We could find that if we maintain an edge set $$$T_u$$$ from root to $$$u$$$ and an edge set $$$T_v$$$ from root to $$$v$$$, then $$$T_u \operatorname{\triangle} T_v$$$ ( where $$$\operatorname{\triangle}$$$ means Symmetric difference ) will be the edge set between $$$u$$$ to $$$v$$$. Also, when we want to change our query from $$$(u, v)$$$ to $$$(p, q)$$$, we just need to transform $$$T_u$$$ to $$$T_u \operatorname{\triangle} ( T_u \operatorname{\triangle} T_p )$$$ and $$$T_v$$$ to $$$T_v \operatorname{\triangle} (T_v \operatorname{\triangle} T_q)$$$ ( because $$$(T_u \operatorname{\triangle} ( T_u \operatorname{\triangle} T_p )) \operatorname{\triangle} (T_v \operatorname{\triangle} (T_v \operatorname{\triangle} T_q)) = T_p \operatorname{\triangle} T_q $$$ ).

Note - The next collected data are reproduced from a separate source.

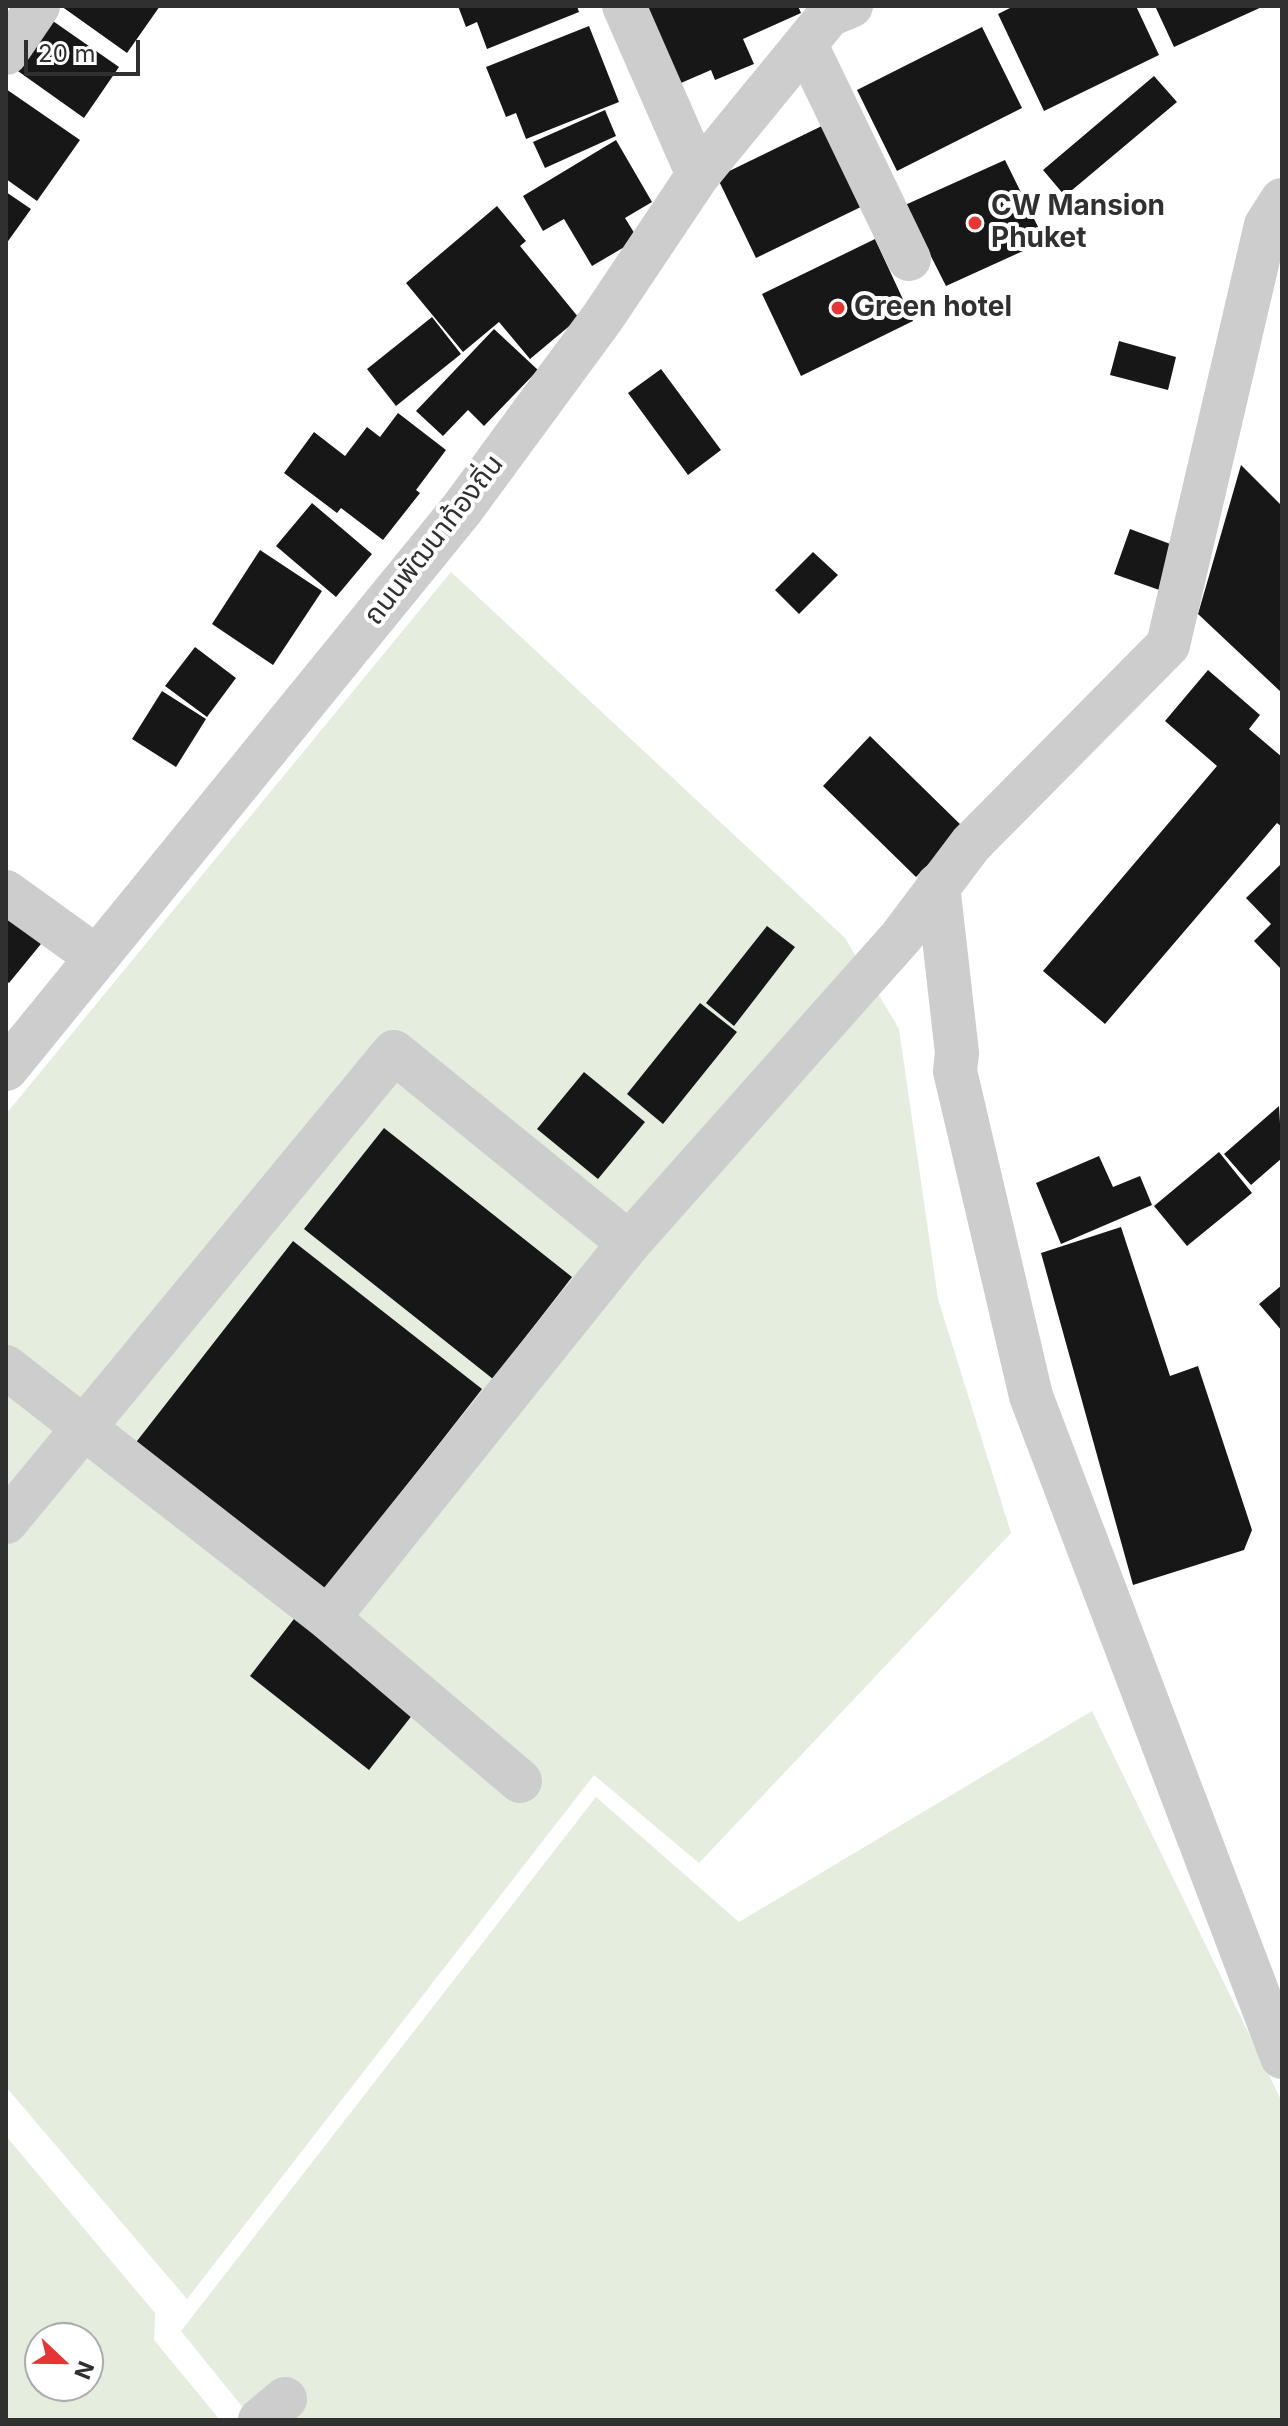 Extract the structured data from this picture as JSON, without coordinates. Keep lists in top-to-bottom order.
{
  "streets": {
    "street": ["ถนนพัฒนาท้องถิ่น"]
  },
  "places": ["CW Mansion Phuket", "Green hotel"],
  "scale_bar": "20 m",
  "north": "right"
}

As implementing this algorithm, when we want to change our query from $$$(u,v)$$$ to $$$(p,q)$$$, we just need to traverse the path from $$$u$$$ to $$$p$$$ and $$$v$$$ to $$$q$$$, adding those edges into our set if they haven't been in our set, or remove them if they have been in our set.

bool inPath[N];
void SymmetricDifference(int u) {
  if (inPath[u]) {
    // remove this edge
  } else {
    // add this edge
  }
  inPath[u] ^= 1;
}
void traverse(int &origin_u, int u) {
  for (int g = lca(origin_u, u); origin_u != g; origin_u = parent_of[origin_u])
    SymmetricDifference(origin_u);
  for (int v = u; v != origin_u; v = parent_of[v])
    SymmetricDifference(v);
  origin_u = u;
}
struct Query {
  int u, v, id;
  // other information to record
} que[N];
void solve() {
  int U = 1, V = 1;
  for (int i = 0; i < q; ++i) {
    traverse(U, que[i].u);
    traverse(V, que[i].v);
    // now we get the answer between que[i].u and que[i].v
  }
}

But how to re-order our query?

We could sort our queries $$$(u_i, v_i)$$$ with $$$(\text{BlockID}(u_i), \text{dfn}(v_i))$$$ ( where $$$\text{dfn}(u)$$$ means the time we enter our tree in a dfs procedure ).

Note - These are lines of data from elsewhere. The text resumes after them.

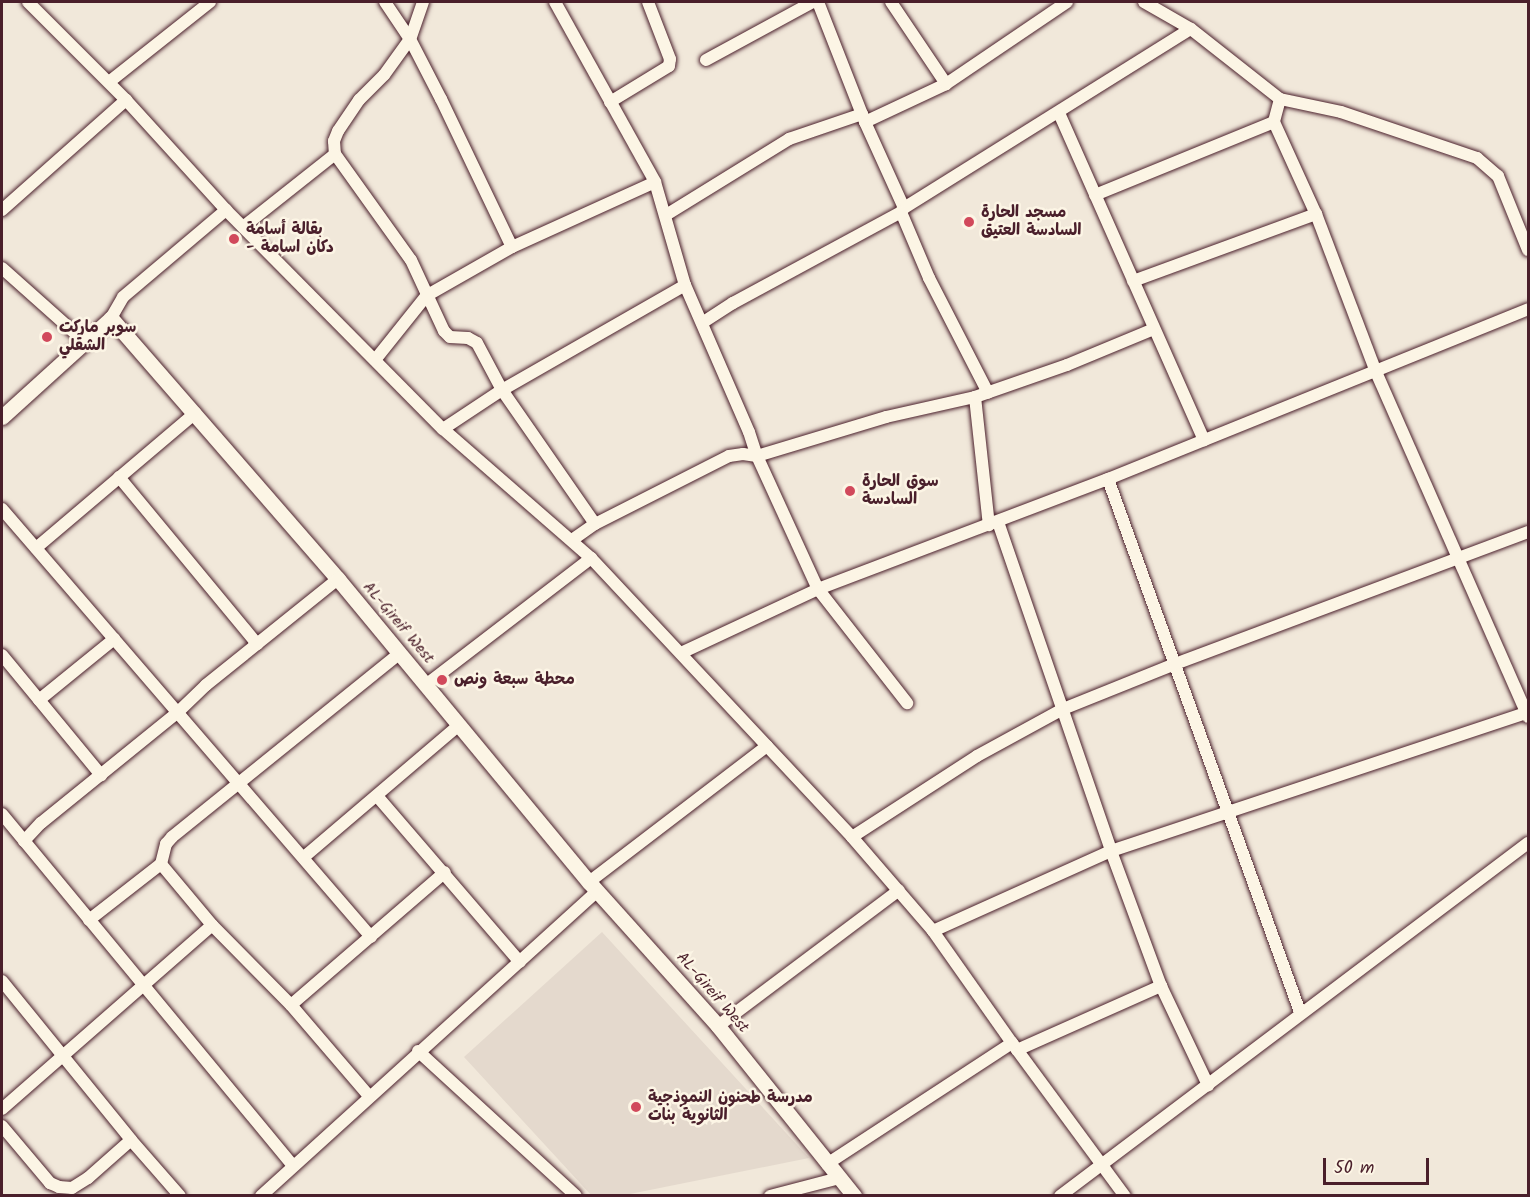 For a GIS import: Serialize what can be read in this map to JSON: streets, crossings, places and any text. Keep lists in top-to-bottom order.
{
  "streets": {
    "street": ["AL-Gireif West"]
  },
  "places": [
    "مسجد الحارة السادسة العتيق",
    "بقالة أسامة - دكان اسامة",
    "سوبر ماركت الشقلي",
    "سوق الحارة السادسة",
    "محطة سبعة ونص",
    "مدرسة طحنون النموذجية الثانوية بنات"
  ],
  "scale_bar": "50 m"
} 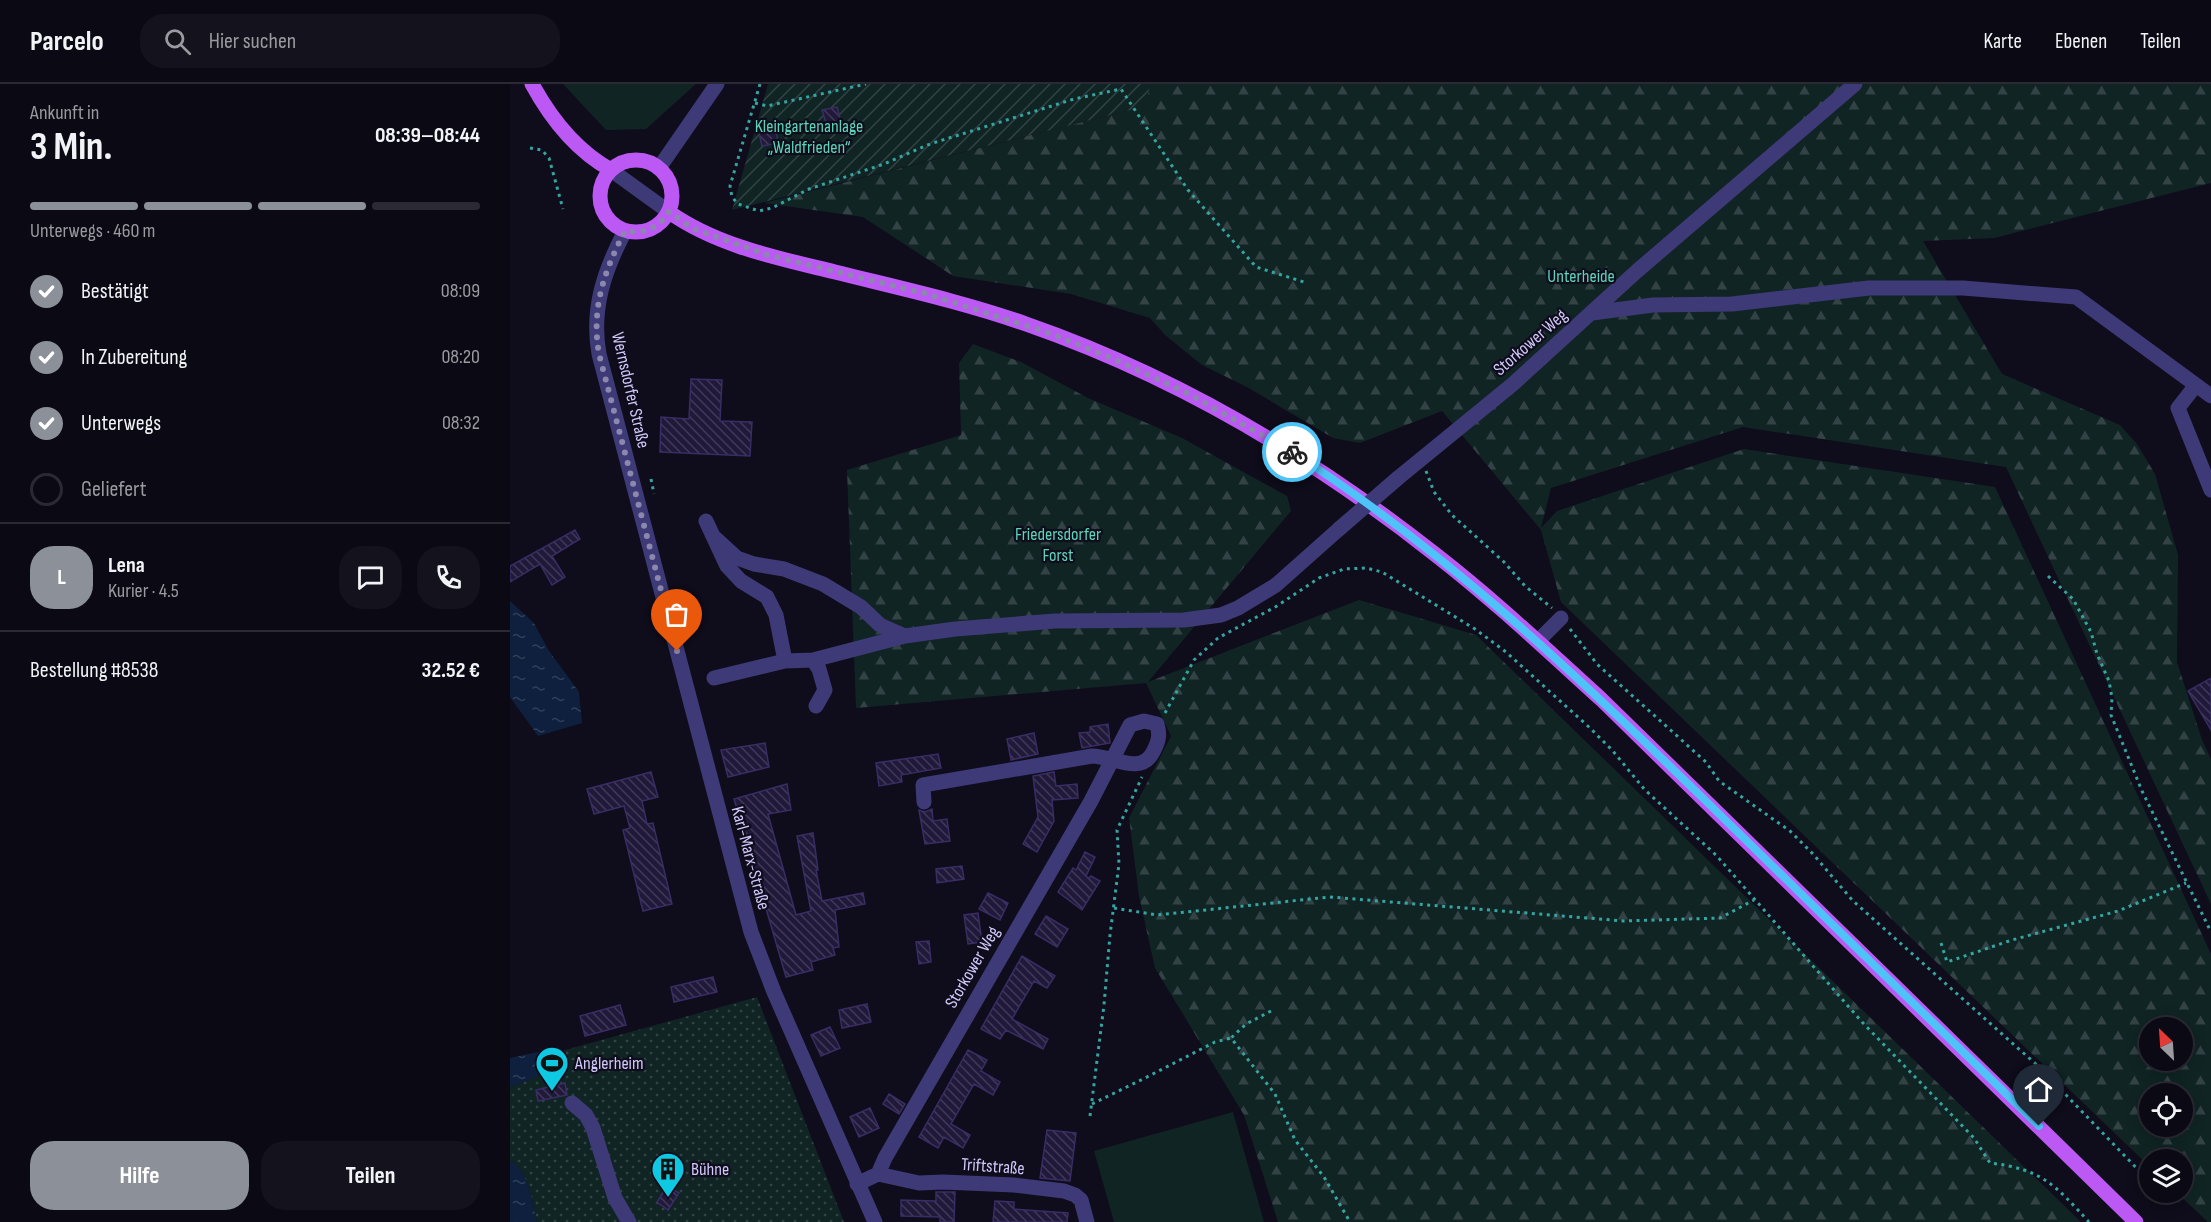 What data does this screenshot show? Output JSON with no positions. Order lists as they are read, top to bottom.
{
  "streets": {
    "street": [
      "Storkower Weg",
      "Wernsdorfer Straße",
      "Karl-Marx-Straße",
      "Triftstraße"
    ]
  },
  "crossings": [
    ["Storkower Weg", "Triftstraße"],
    ["Wernsdorfer Straße", "Karl-Marx-Straße"]
  ],
  "parks": ["Kleingartenanlage „Waldfrieden“", "Unterheide", "Friedersdorfer Forst"],
  "places": {
    "sports": ["Anglerheim"],
    "building": ["Bühne"]
  },
  "north": "top left",
  "page": {
    "header": "Parcelo",
    "search": "Hier suchen",
    "nav": ["Karte", "Ebenen", "Teilen"],
    "heading": ["3 Min.", "Ankunft in", "08:39–08:44"],
    "panel": [
      "Lena",
      "Kurier · 4.5",
      "Bestellung #8538",
      "32.52 €"
    ],
    "bar": "Unterwegs · 460 m",
    "list": [
      ["Bestätigt", "08:09"],
      ["In Zubereitung", "08:20"],
      ["Unterwegs", "08:32"],
      "Geliefert"
    ],
    "round": "L",
    "buttons": ["Hilfe", "Teilen"]
  }
}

This preserves the properties described above because moving a pointer between a single block cost $$$O(K)$$$ and traverse the tree with $$$\text{dfn}$$$ equals to traversing the tree with dfs, and thus, it cost $$$O(N)$$$.

As a result of this algorithm, we could first sqrt-decompose our tree and sort our queries base on it, and apply a mo's algorithm on it.

// save the tree using adjacency list
nxt[(i << 1) | 0] = hd[u];
to[(i << 1) | 0] = v;
hd[u] = (i << 1) | 0;

nxt[i << 1 | 1] = hd[v];
to[(i << 1) | 1] = u;
hd[v] = (i << 1) | 1;

2. Use The Property of Euler Tour

It has been described in Mo's Algorithm on Trees [Tutorial], so I'm not going to introduce this method thoroughly in this post.

Main Idea

This method use the property of euler tour, so we could construct a sequence and do a modified mo's algorithm on that sequence.